The more prematurely the baby is born, the higher the chances of suffering from this ailment are. However, late prematurity is also associated with this disease . The problem becomes apparent soon after birth, progressively worsens and its signs consist of tachypnea, increased respiratory effort with intercostal, suprasternal and substernal retractions, flaring of the nasal alae, expiratory grunting and cyanosis. In extreme situations, irregular breathing, apnea, and hypothermia are encountered. The consciousness state may be diminished and severe fatigability may be reported. In advanced cases, the patient requires ventilatory support and intensive care  .
The surfactant deficiency may be secondary to several pathological processes, such as infectious or meconium aspiration pneumonia or pulmonary hemorrhage, intrapartum asphyxia, pulmonary hypoplasia or oxygen toxicity. Furthermore, the newborn may have other associated diseases, such as congenital diaphragmatic hernia, necrotizing enterocolitis or patent ductus arteriosus.

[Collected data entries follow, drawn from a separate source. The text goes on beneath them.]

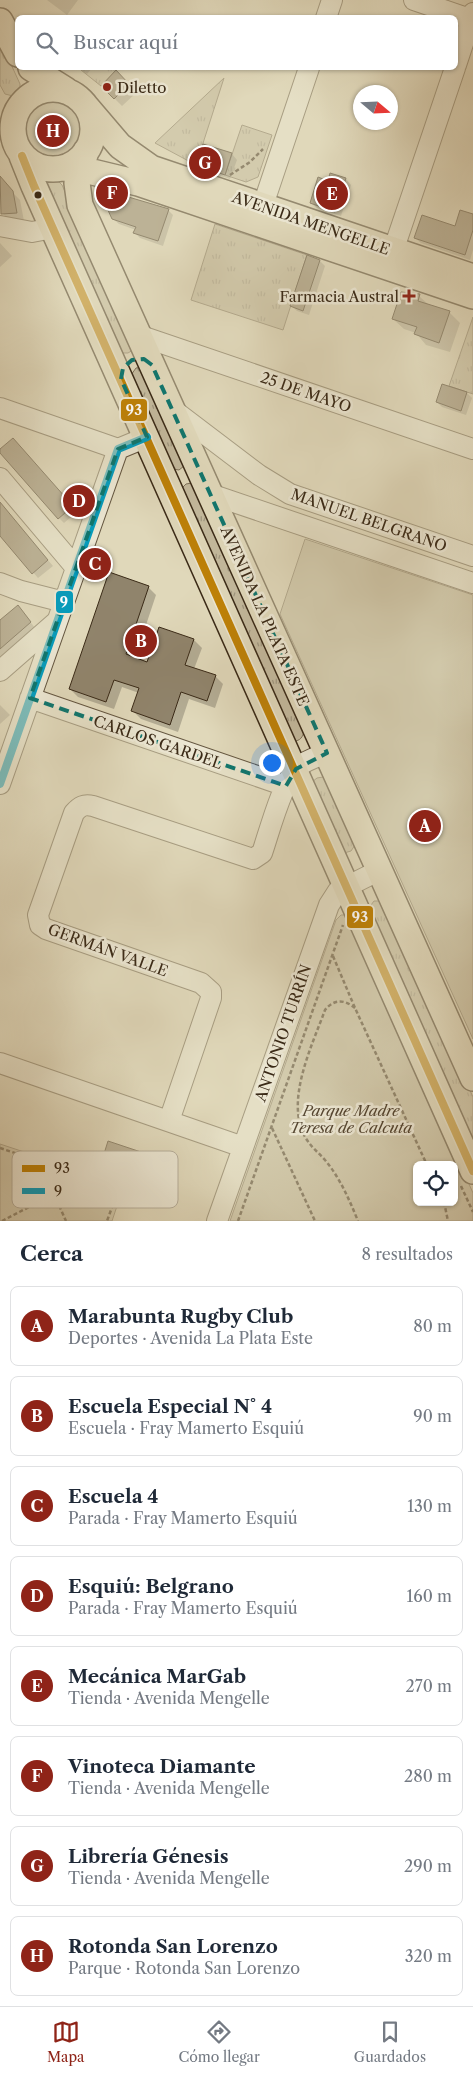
<!DOCTYPE html>
<html lang="es">
<meta charset="utf-8">
<style>
:root{--surface:#fff;--page:#f2f2f3;--text:#1f2937;--muted:#747a83;--line:#e0e1e3;--accent:#8f2418}
body{margin:0;font-family:"Libre Caslon Text",serif;background:var(--page);color:var(--text)}
.controls{position:absolute;right:15px;bottom:15px;display:grid;overflow:hidden;border-radius:8px;box-shadow:0 1px 4px #0004}
.controls button{width:45px;height:45px;display:grid;place-items:center;padding:0;border:0;border-bottom:1px solid var(--line);background:var(--surface);color:var(--text);font:25px sans-serif}
.compass{position:absolute;left:353px;top:85px;width:45px;height:45px;border-radius:50%;background:var(--surface);box-shadow:0 1px 4px #0004;rotate:109deg}
.you{position:absolute;left:271px;top:762px;width:18px;height:18px;margin:-12px;border:4px solid #fff;border-radius:50%;background:#1a73e8;box-shadow:0 0 0 8px #1a73e833}
.badge{display:grid;place-items:center;width:32px;height:32px;border-radius:50%;background:var(--accent);color:#fff;font-size:16px;font-weight:700}
.pin{position:absolute;translate:-50% -50%;border:2px solid #fff;box-shadow:0 1px 5px #0006}
.list{margin:0;padding:0;list-style:none}
h2{display:flex;justify-content:space-between;align-items:center;height:65px;margin:0;padding:0 20px;font-size:21px}
h2 small{font-size:16px;font-weight:400;color:var(--muted)}
.list li{display:grid;grid-template-columns:32px 1fr auto;gap:15px;align-items:center;box-sizing:border-box;height:80px;margin:0 10px 10px;padding:0 10px;border:1px solid var(--line);border-radius:8px}
.list b{display:block;font-size:19px;white-space:nowrap}
.list p{margin:0;font-size:16px;white-space:nowrap;color:var(--muted)}
.list em{font-size:16px;font-style:normal;color:var(--muted)}
.icon{flex:none;width:28px;height:28px;fill:none;stroke:currentColor;stroke-width:2;stroke-linecap:round;stroke-linejoin:round}
.map{position:relative;flex:none;width:473px;height:1221px;overflow:hidden}
.search{position:absolute;background:var(--surface);box-shadow:0 1px 4px #0004;left:15px;right:15px;top:15px;height:55px;display:flex;align-items:center;gap:12px;box-sizing:border-box;padding:0 18px;border-radius:8px;color:var(--muted);font-size:19px}
.sheet{height:785px;background:var(--surface)}
nav{display:flex;justify-content:space-around;align-items:center;box-sizing:border-box;height:70px;border-top:1px solid var(--line);background:var(--surface);font-size:14px;color:var(--muted)}
nav a{display:grid;justify-items:center;gap:2px}
nav .on{color:var(--accent)}
.map>svg:first-child{display:block}
</style>
<div class="map">
<svg width="473" height="1221" viewBox="0 0 473 1221">
<defs>
<pattern id="grass-tufts" width="24" height="20" patternUnits="userSpaceOnUse" patternTransform="scale(1.25)"><rect width="24" height="20" fill="#c4ba9e"/><path d="M3 7l-1-3M5 7V3M7 7l1-3M15 17l-1-3M17 17v-4M19 17l1-3" fill="none" stroke="#a09780"/></pattern>
</defs>
<rect width="100%" height="100%" fill="#e0d8ba"/>
<filter id="stains"><feTurbulence type="fractalNoise" baseFrequency=".004" numOctaves="4"/><feColorMatrix values="0 0 0 0 .2 0 0 0 0 .09 0 0 0 0 .02 0 0 0 .5 -.17"/></filter>
<radialGradient id="worn" r=".72"><stop offset=".6" stop-color="#630" stop-opacity="0"/><stop offset="1" stop-color="#630" stop-opacity=".3"/></radialGradient>
<!-- grass -->
<path fill="url(#grass-tufts)" stroke="#7f725a" d="M0,40L20,84V90L13,96L5,94L0,85Z
M83,68H119L101,86L81,70Z
M224,78L196,165L155,143Z
M242,125L272,135L258,177L246,182L225,175Z
M53,180L58,181L62,185L134,341L133,350L128,353H121L46,184Z
M215,224L307,255L283,330L191,300Z
M473,317V394L449,386Z
M142,367L184,466L179,470L173,469L131,375L136,368Z
M192,483L304,731C303,737 300,741 294,741L182,488L186,484Z
M323,777L326,778L355,845L351,851L344,853L312,782L317,778Z
M374,901H381L388,907L473,1097V1148L368,909Z"/>
<!-- park -->
<path fill="#c4ba9e" stroke="#7f725a" fill-rule="evenodd" d="M20 129a33 33 0 1 1 66 0a33 33 0 1 1-66 0Z
M305,539L473,595V1039L280,614Z
M341,915H347L351,919L473,1193V1221H230L336,920ZM417,1165H454V1202H417Z
M0,1144L124,1185L112,1221H0Z"/>
<!-- shadow -->
<path fill="#0003" d="M47,0H78L67,15Z
M79,68H92L87,74Z
M116,72L136,93L122,106L102,86Z
M204,145L232,154L237,160L230,179L202,170L197,165Z
M331,175L346,179L351,185L341,216L317,208L311,203L329,182Z
M0,180L20,200L24,221L11,222L3,214Z
M168,210L173,215L163,246L140,238L135,233L136,230L119,224L113,219Z
M473,216V250L470,260L421,243L415,238L456,228Z
M0,243L12,256L0,267Z
M320,261L325,266L309,315L297,311L292,306Z
M419,296L430,306L449,312L460,323L450,352L426,345L416,333L404,329L393,319Z
M467,393L472,398L466,415L442,407L437,402Z
M18,445L77,512L64,523L59,518Z
M0,503L53,566L38,578L0,534Z
M148,587L156,595L135,658L148,663L194,640L202,648L194,669L215,676L223,684L215,708L189,699L178,732L141,719L133,711L139,693L122,687L114,709L78,697L70,689Z
M23,612L35,628L0,658V622Z
M0,705L10,715L0,724Z"/>
<!-- building -->
<path fill="#90846c" stroke="#3a2a17" d="M116,70L129,84L114,99L101,86Z
M203,144L232,153L225,175L196,165Z
M330,173L346,178L335,212L310,203L318,177L328,181Z
M0,176L13,191L17,213L1,214Z
M98,188L169,209L158,241L133,233L136,227L112,219Z
M460,210L473,214V230L465,255L414,238L422,215L455,226Z
M307,255L320,260L303,311L290,306Z
M401,292L420,294L418,301L450,311L439,343L414,334L417,327L392,319Z
M442,384L467,392L461,411L436,402Z
M13,438L73,506L58,519L0,453V449Z
M0,502L48,560L32,574L0,536Z
M109,572L149,586L126,654L147,662L159,627L194,639L185,665L216,675L207,701L181,692L170,725L131,711L139,688L114,680L106,702L69,689Z
M18,605L31,622L0,649V620Z
M108,1141L141,1152L135,1168L103,1157Z"/>
<g fill="none" stroke-linecap="round" stroke-linejoin="round">
<!-- minor casing -->
<g stroke="#645640" stroke-width="22">
<path id="minor" d="M414,0L473,20
M326,18L332,0
M456,65L473,13
M258,220L309,68
M0,226L32,232L53,228
M389,263L455,68
M138,335L473,449
M0,408L118,449
M172,409L259,475L290,494L473,556
M0,478L76,568
M210,494L473,583
M0,583L21,591L64,602
M0,671L56,622
M30,698L286,786
M0,784L118,449L147,437
M0,1063L243,1147
M169,1121L211,998V992L201,983L46,929L40,925L38,915L74,813C80,806 84,804 93,806L253,859L262,853C269,833 283,779 298,767C306,760 317,757 327,753
M217,1221L329,905L338,891L380,870"/>
</g>
<!-- major casing -->
<g stroke="#3a2a17" stroke-width="28">
<path id="major" d="M0,21L18,54
M31,68L66,90
M13 129a40 40 0 1 1 80 0a40 40 0 1 1-80 0Z
M85,105L120,146L151,168L473,277
M86,151L77,183L80,205L473,1078
M22,156L34,186L473,1171
M64,168L80,169L138,183L473,296"/>
</g>
<!-- path -->
<path stroke="#3a2a17" stroke-width="2.5" stroke-dasharray="4 2.5" stroke-linecap="butt" d="M230,175L250,162L263,149
M333,956L355,1008L427,1165
M355,1008C344,999 334,999 325,1010C312,1046 283,1104 307,1140C312,1148 319,1153 325,1160C340,1178 349,1199 358,1221
M272,1128L315,1221
M0,1148L119,1188L107,1221
M461,1186L473,1212
M444,1202L448,1221
M2,1221L54,1194L66,1221
M238,1221L343,925"/>
<!-- minor -->
<use href="#minor" stroke="#ebe6d2" stroke-width="20"/>
<!-- major -->
<use href="#major" stroke="#e0d8ba" stroke-width="25"/>
<!-- bus-1 casing -->
<g stroke="#ebe6d2" stroke-width="11">
<path id="bus-1" d="M22,156L34,186L473,1171"/>
</g>
<!-- bus-2 casing -->
<g stroke="#ebe6d2" stroke-width="11">
<path id="bus-2" d="M0,784L118,449L147,437"/>
</g>
<!-- bus-1 -->
<use href="#bus-1" stroke="#be8107" stroke-width="8"/>
<!-- bus-2 -->
<use href="#bus-2" stroke="#069cbc" stroke-width="8"/>
</g>
<!-- marked area -->
<path d="M0 0H473V1221H0ZM144,359L152,365L327,753L296,769L286,786L30,698L118,449L147,437L121,379L123,368L132,360Z" fill="#e0d8ba" fill-opacity=".55" fill-rule="evenodd"/>
<path fill="none" stroke="#0f766e" stroke-width="4" stroke-dasharray="10 6" stroke-linejoin="round" d="M144,359L152,365L327,753L296,769L286,786L30,698L118,449L147,437L121,379L123,368L132,360Z"/>
<!-- markers -->
<g fill="#8f2418" stroke="#ebe6d2" stroke-width="2">
<circle cx="107" cy="87" r="5"/>
<path d="M406.5 288.5h5v5h5v5h-5v5h-5v-5h-5v-5h5z"/>
</g>
<circle fill="#3a2a17" stroke="#ebe6d2" stroke-width="2" cx="38" cy="195" r="4.5"/>
<g text-anchor="middle" dominant-baseline="central" stroke-width="5" stroke-linejoin="round" paint-order="stroke">
<!-- poi labels -->
<g font-size="15" fill="#3a2a17" stroke="#ebe6d2" text-anchor="start">
<text x="117" y="87">Diletto</text>
<text x="399" y="296" text-anchor="end">Farmacia Austral</text>
</g>
<!-- street labels -->
<g font-size="15" fill="#3a2a17" stroke="#ebe6d2">
<text transform="translate(311 223) rotate(19)">AVENIDA MENGELLE</text>
<text transform="translate(306 392) rotate(19)">25 DE MAYO</text>
<text transform="translate(369 520) rotate(19)">MANUEL BELGRANO</text>
<text transform="translate(265 616) rotate(66)">AVENIDA LA PLATA ESTE</text>
<text transform="translate(158 742) rotate(19)">CARLOS GARDEL</text>
<text transform="translate(108 950) rotate(20)">GERMÁN VALLE</text>
<text transform="translate(283 1033) rotate(-71)">ANTONIO TURRÍN</text>
</g>
<!-- park labels -->
<g font-size="15" font-style="italic" fill="#564732" stroke="#ebe6d2">
<text x="351" y="1110">Parque Madre<tspan x="351" dy="17">Teresa de Calcuta</tspan></text>
</g>
</g>
<!-- legend -->
<rect x="12" y="1151" width="166" height="57" rx="8" fill="#ebe6d2" stroke="#b6ae9a" stroke-width="1"/>
<rect x="22" y="1165" width="23" height="7" fill="#be8107"/>
<rect x="22" y="1188" width="23" height="6" fill="#069cbc"/>
<g font-size="14" fill="#3a2a17">
<text x="54" y="1173">93</text>
<text x="54" y="1196">9</text>
</g>
<g stroke="#ebe6d2" stroke-width="2">
<rect x="120" y="398" width="28" height="24" rx="5" fill="#be8107"/>
<rect x="55" y="590" width="19" height="24" rx="5" fill="#069cbc"/>
<rect x="346" y="905" width="28" height="24" rx="5" fill="#be8107"/>
</g>
<g font-size="14" text-anchor="middle" font-weight="bold" fill="#fff">
<text x="134" y="415">93</text>
<text x="64" y="607">9</text>
<text x="360" y="922">93</text>
</g>
<rect width="100%" height="100%" filter="url(#stains)"/>
<rect width="100%" height="100%" fill="url(#worn)"/>
</svg>
<div class="controls">
<button><svg class="icon" aria-label="locate" viewBox="0 0 24 24"><circle cx="12" cy="12" r="6"/><path d="M12 2v4M12 18v4M2 12h4M18 12h4"/></svg></button>
</div>
<svg class="compass" viewBox="-18 -18 36 36"><path d="M0-13l5 13h-10z" fill="#e53935"/><path d="M0 13l5-13h-10z" fill="#747a83"/></svg>
<div class="you"></div>
<div class="pin badge" style="left:425px;top:826px">A</div>
<div class="pin badge" style="left:141px;top:641px">B</div>
<div class="pin badge" style="left:95px;top:564px">C</div>
<div class="pin badge" style="left:79px;top:501px">D</div>
<div class="pin badge" style="left:332px;top:194px">E</div>
<div class="pin badge" style="left:112px;top:193px">F</div>
<div class="pin badge" style="left:205px;top:163px">G</div>
<div class="pin badge" style="left:53px;top:131px">H</div>
<div class="search"><svg class="icon" aria-label="search" viewBox="0 0 24 24"><circle cx="10" cy="10" r="6"/><path d="M15 15l6 6"/></svg>Buscar aquí</div>
</div>
<section class="sheet">
<h2>Cerca<small>8 resultados</small></h2>
<ul class="list">
<li><span class="badge">A</span><div><b>Marabunta Rugby Club</b><p>Deportes · Avenida La Plata Este</p></div><em>80 m</em></li>
<li><span class="badge">B</span><div><b>Escuela Especial N° 4</b><p>Escuela · Fray Mamerto Esquiú</p></div><em>90 m</em></li>
<li><span class="badge">C</span><div><b>Escuela 4</b><p>Parada · Fray Mamerto Esquiú</p></div><em>130 m</em></li>
<li><span class="badge">D</span><div><b>Esquiú: Belgrano</b><p>Parada · Fray Mamerto Esquiú</p></div><em>160 m</em></li>
<li><span class="badge">E</span><div><b>Mecánica MarGab</b><p>Tienda · Avenida Mengelle</p></div><em>270 m</em></li>
<li><span class="badge">F</span><div><b>Vinoteca Diamante</b><p>Tienda · Avenida Mengelle</p></div><em>280 m</em></li>
<li><span class="badge">G</span><div><b>Librería Génesis</b><p>Tienda · Avenida Mengelle</p></div><em>290 m</em></li>
<li><span class="badge">H</span><div><b>Rotonda San Lorenzo</b><p>Parque · Rotonda San Lorenzo</p></div><em>320 m</em></li>
</ul>
</section>
<nav>
<a class="on"><svg class="icon" aria-label="map" viewBox="0 0 24 24"><path d="M3 6l6-2 6 2 6-2v14l-6 2-6-2-6 2zM9 4v14M15 6v14"/></svg>Mapa</a>
<a><svg class="icon" aria-label="directions" viewBox="0 0 24 24"><path d="M12 3l9 9-9 9-9-9zM9 14v-3h6M13 9l2 2-2 2"/></svg>Cómo llegar</a>
<a><svg class="icon" aria-label="saved" viewBox="0 0 24 24"><path d="M7 4h10v16l-5-4-5 4z"/></svg>Guardados</a>
</nav>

An amniocentesis is able to predict if NRDS will occur after birth, based on the lecithin-to-sphingomyelin ratio the presence of phosphatidylglycerol in the amniotic fluid. If these tests are not available, birth is in progress at the time the mother comes to the hospital or fetal distress is seen and childbirth is required, the diagnosis is made after the delivery is done.
Once respiratory distress is noticed, the physician should determine its severity and arterial blood gases offer a good measurement tool. Central (umbilical) or peripheral arterial blood should be analyzed  and may show hypoxemia, hypercapnia and respiratory (caused by alveolar atelectasis) and metabolic (due to lactic acid accumulation) acidosis. If a congenital right to left shunt heart malformation coexists, hypoxia will be severe and the child is likely to be cyanotic. A patent ductus arteriosus can have the same results. Blood workup should include a blood glucose level, that is often low, a complete cell count, bilirubin level, renal and liver function and electrolytes.
Oxygenation may also be monitored using a less invasive method, pulse oximetry. Probes should be placed on the right wrist or palm in order to establish the preductal saturation and on either foot for postductal saturation. Saturation should be kept at 91-95% . This is a good screening technique for congenital heart disease, but the diagnosis should finally be evaluated by echocardiography in selected cases.
A thoracic radiography is done in order to observe the pulmonary aspect. Pleural effusion, atelectasis or air bronchograms, interstitial emphysema, pneumothorax, bronchogenic cyst or pulmonary sequestration may be described by this exam. Cardiomegaly is often found and further characterization by echocardiography is required. Doppler echocardiography is reliable in determining if pulmonary hypertension is present. Hyperinflation (in a non-ventilated patient) or a normal aspect at 6 hours of age exclude the NRDS.
Pulmonary ultrasonography may be a reliable method   that visualizes the existing pleural effusions . However, pneumothorax is harder to find by lung ultrasonography .
In situations where the outcome is unfavorable, a histology evaluation will describe the presence of hyaline membranes - an amorphous material, lining the alveolar spaces, collapsed alveoli alternating with hyper aerated ones and vascular congestion.